* _Goal of the exercise_:
Exactly how many lines below mention "name"? Answer with that number alone.

* _Source information_:
------------------------------------

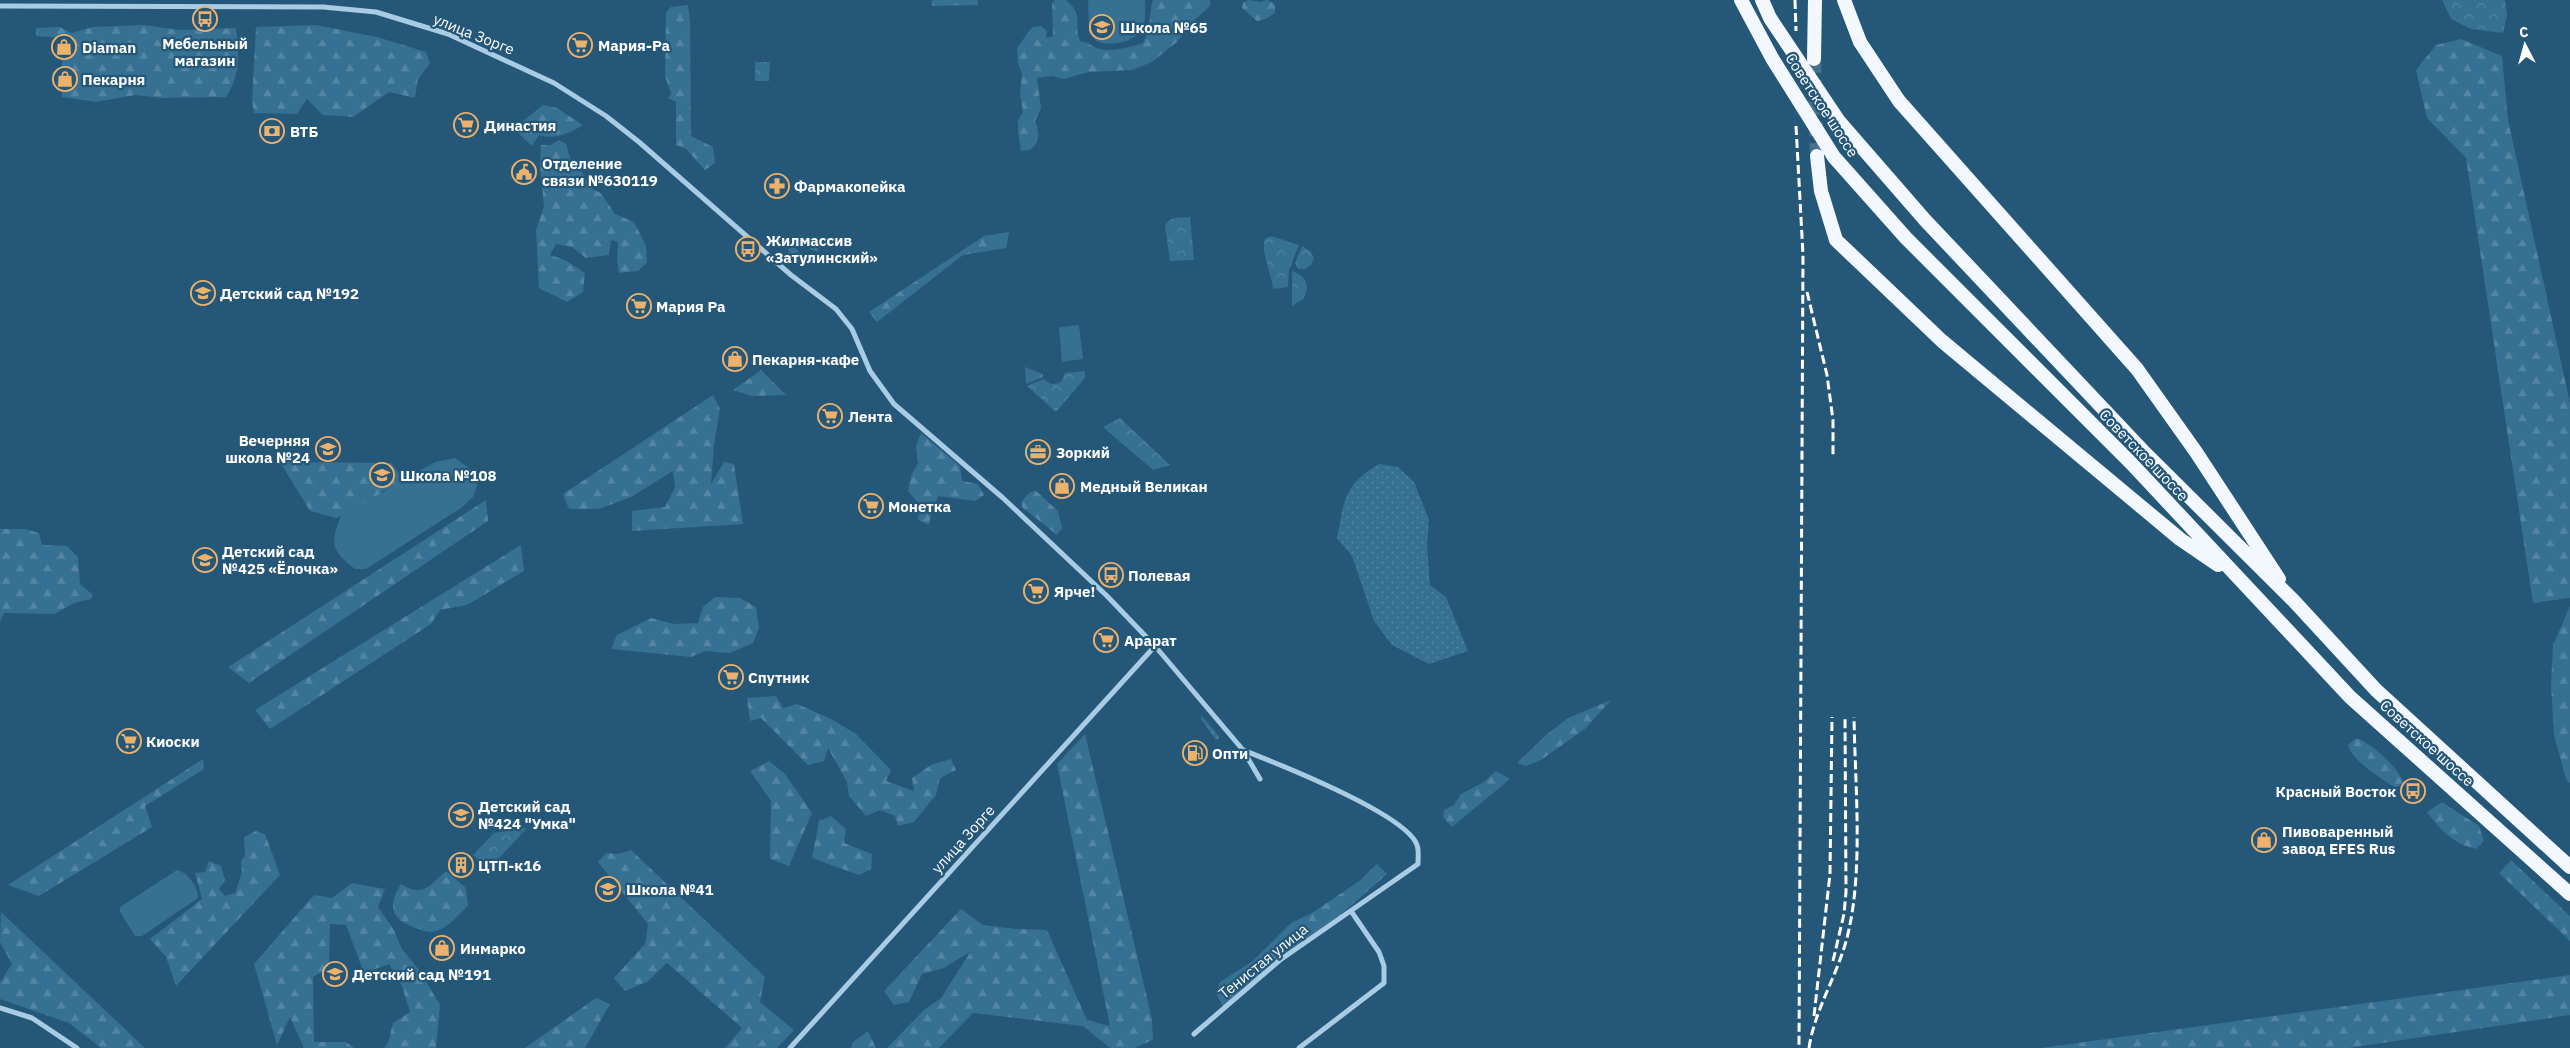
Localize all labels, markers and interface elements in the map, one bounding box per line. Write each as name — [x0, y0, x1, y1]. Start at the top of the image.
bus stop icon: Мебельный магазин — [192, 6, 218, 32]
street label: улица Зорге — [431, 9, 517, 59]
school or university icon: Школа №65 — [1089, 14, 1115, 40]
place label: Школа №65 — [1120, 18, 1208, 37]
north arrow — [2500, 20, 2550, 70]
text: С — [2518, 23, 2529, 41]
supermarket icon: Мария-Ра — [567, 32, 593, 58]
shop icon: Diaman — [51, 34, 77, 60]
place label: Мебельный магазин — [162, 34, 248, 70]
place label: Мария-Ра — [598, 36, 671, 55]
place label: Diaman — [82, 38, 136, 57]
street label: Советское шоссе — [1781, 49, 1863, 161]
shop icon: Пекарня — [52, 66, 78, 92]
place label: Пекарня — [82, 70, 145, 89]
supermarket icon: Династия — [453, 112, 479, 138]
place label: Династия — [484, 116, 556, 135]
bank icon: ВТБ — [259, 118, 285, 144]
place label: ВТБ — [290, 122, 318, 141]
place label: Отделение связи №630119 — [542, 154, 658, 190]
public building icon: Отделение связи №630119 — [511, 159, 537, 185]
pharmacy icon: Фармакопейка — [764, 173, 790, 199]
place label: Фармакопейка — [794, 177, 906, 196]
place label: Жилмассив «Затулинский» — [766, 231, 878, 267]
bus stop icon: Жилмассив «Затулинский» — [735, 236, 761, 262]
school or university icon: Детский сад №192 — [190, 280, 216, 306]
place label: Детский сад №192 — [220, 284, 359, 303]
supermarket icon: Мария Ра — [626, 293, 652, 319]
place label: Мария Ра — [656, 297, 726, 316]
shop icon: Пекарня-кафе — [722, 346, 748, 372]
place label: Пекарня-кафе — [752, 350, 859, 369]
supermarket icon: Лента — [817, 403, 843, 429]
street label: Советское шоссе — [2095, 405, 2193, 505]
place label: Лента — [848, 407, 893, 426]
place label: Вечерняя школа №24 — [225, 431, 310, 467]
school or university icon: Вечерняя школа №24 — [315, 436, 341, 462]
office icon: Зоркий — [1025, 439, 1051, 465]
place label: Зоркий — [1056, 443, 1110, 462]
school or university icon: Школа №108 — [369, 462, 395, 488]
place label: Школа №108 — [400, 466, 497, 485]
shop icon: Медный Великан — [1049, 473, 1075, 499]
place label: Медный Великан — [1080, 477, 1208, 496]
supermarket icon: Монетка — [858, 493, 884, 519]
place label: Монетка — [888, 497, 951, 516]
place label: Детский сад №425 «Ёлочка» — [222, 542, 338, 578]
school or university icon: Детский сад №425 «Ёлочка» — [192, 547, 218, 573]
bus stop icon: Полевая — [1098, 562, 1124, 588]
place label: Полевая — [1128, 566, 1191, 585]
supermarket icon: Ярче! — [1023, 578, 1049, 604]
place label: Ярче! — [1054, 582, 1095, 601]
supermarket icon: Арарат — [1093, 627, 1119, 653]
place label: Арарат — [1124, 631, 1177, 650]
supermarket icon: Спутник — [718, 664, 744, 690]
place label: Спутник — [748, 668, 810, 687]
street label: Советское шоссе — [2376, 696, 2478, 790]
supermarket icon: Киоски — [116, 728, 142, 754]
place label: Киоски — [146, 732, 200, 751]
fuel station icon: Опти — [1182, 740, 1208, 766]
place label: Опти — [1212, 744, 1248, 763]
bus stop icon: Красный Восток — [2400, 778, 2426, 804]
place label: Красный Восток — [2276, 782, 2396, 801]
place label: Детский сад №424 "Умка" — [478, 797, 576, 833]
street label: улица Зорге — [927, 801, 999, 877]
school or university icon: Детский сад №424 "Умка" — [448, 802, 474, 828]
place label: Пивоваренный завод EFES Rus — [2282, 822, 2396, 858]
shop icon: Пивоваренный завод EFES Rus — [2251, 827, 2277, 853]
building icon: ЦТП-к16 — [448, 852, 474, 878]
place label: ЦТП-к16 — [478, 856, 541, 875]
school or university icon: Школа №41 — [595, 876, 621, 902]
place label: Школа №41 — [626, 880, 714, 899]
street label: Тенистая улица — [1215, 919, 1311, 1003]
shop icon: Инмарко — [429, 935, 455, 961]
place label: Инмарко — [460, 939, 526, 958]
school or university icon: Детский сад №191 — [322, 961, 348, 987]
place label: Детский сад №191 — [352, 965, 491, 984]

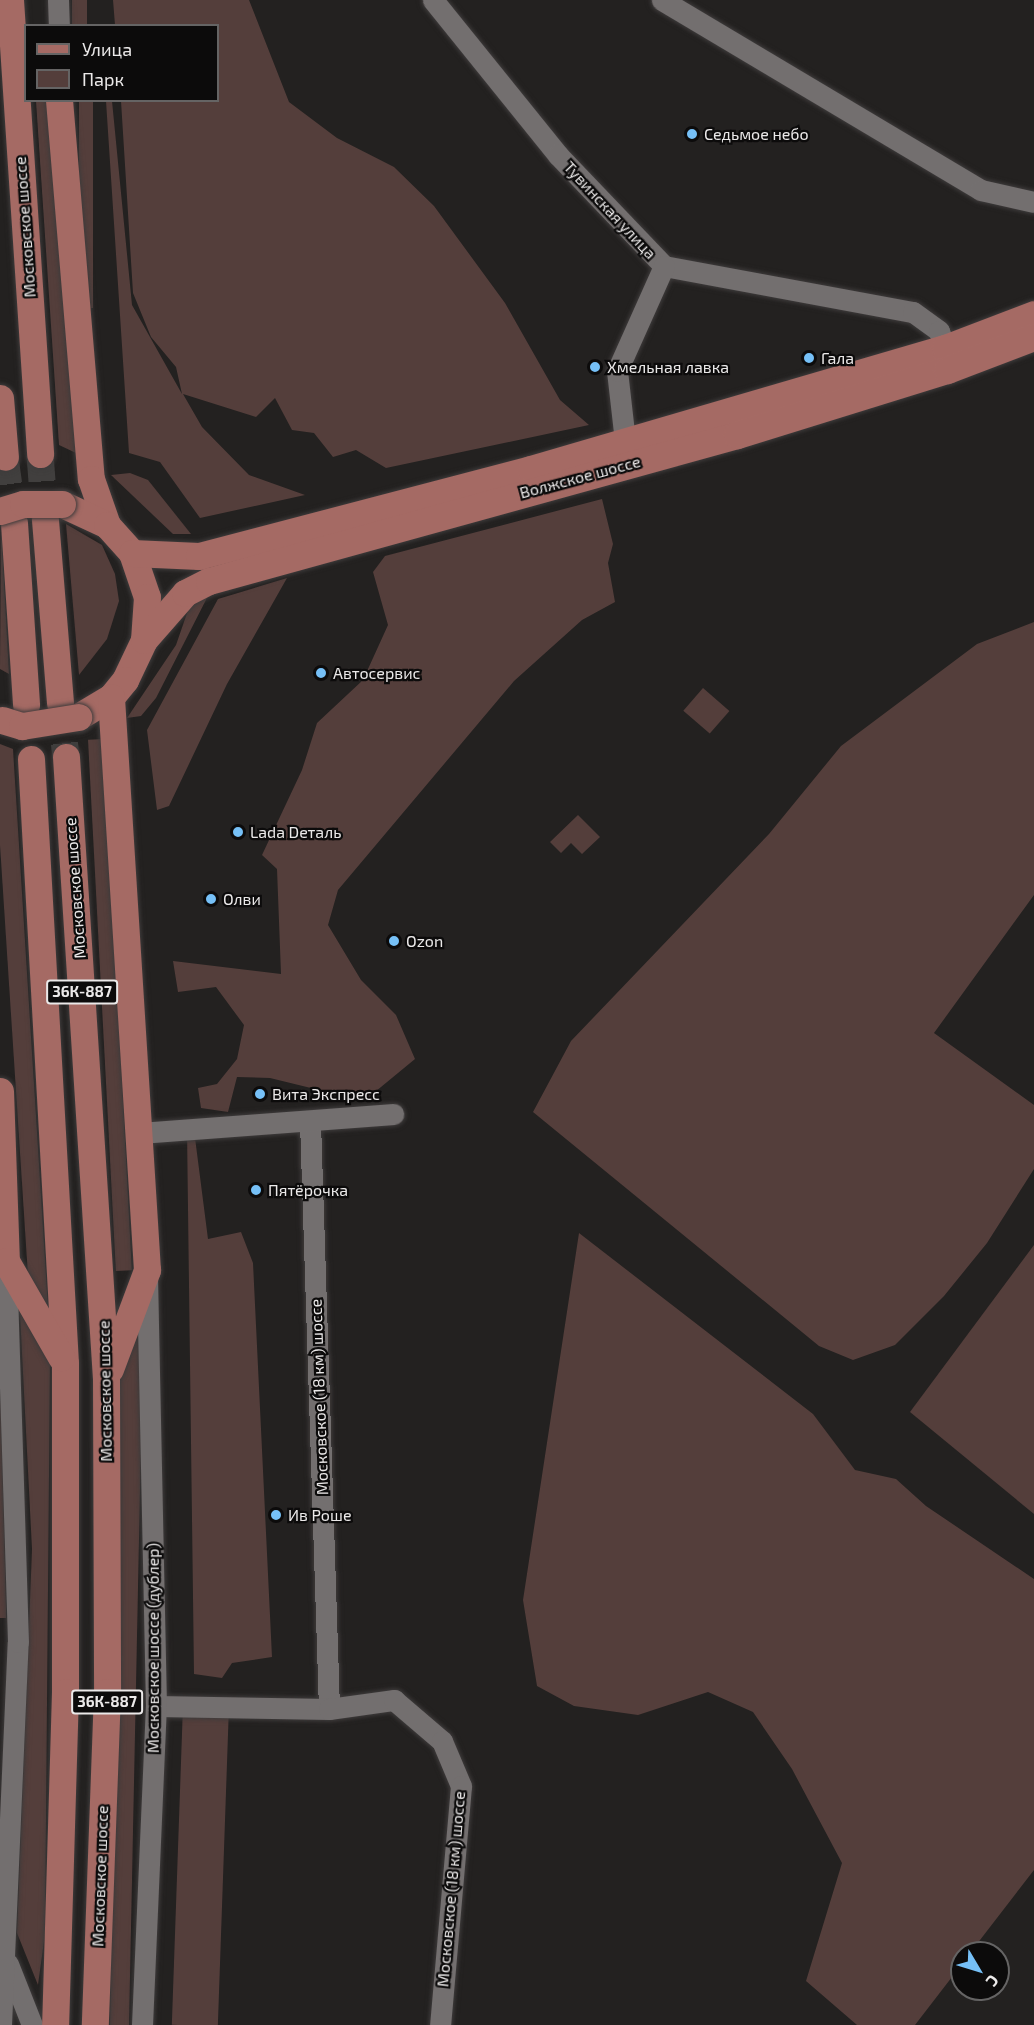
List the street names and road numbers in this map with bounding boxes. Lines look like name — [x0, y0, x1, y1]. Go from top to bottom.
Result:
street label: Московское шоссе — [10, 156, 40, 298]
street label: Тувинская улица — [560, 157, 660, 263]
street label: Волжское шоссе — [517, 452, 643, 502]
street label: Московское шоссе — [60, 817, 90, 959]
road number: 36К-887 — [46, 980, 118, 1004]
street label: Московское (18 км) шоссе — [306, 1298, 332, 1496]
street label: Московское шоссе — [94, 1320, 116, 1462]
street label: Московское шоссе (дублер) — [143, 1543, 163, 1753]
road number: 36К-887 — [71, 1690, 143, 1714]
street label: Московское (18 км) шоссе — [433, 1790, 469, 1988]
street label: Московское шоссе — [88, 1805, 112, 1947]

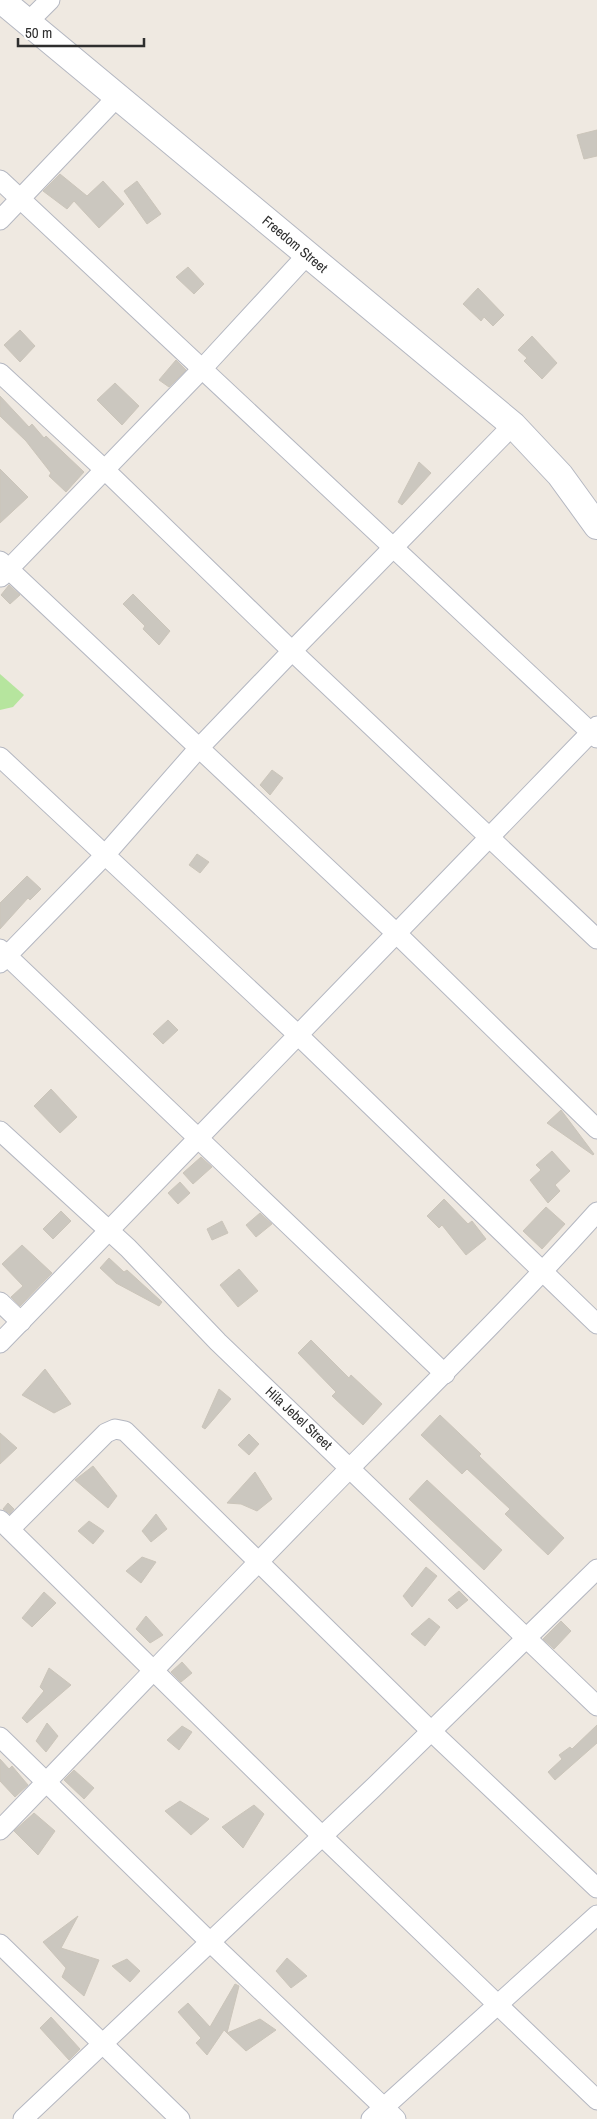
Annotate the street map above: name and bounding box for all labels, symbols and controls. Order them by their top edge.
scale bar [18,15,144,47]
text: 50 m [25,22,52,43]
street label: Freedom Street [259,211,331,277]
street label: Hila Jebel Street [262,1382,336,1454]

------------------------------------

* _Worked solution_:
3